**What you have to do**
In the records below, some lines contain "FORBES"; state the number of such lines and nothing else.

**Entries shown**
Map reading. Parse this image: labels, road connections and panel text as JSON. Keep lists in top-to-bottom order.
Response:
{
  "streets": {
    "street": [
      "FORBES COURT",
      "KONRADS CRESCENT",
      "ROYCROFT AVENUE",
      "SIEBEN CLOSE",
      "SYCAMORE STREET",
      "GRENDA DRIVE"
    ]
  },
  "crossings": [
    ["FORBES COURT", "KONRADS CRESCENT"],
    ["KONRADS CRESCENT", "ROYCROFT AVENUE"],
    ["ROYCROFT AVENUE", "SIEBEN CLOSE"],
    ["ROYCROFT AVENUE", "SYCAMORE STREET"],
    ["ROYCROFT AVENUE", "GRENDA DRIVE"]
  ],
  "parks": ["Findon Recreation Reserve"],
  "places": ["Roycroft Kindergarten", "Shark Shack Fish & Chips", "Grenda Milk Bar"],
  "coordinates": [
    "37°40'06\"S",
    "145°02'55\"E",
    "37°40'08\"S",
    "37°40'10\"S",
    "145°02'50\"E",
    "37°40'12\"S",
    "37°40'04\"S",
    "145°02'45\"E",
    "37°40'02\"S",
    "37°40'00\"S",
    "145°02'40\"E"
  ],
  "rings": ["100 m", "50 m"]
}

**Response below**
2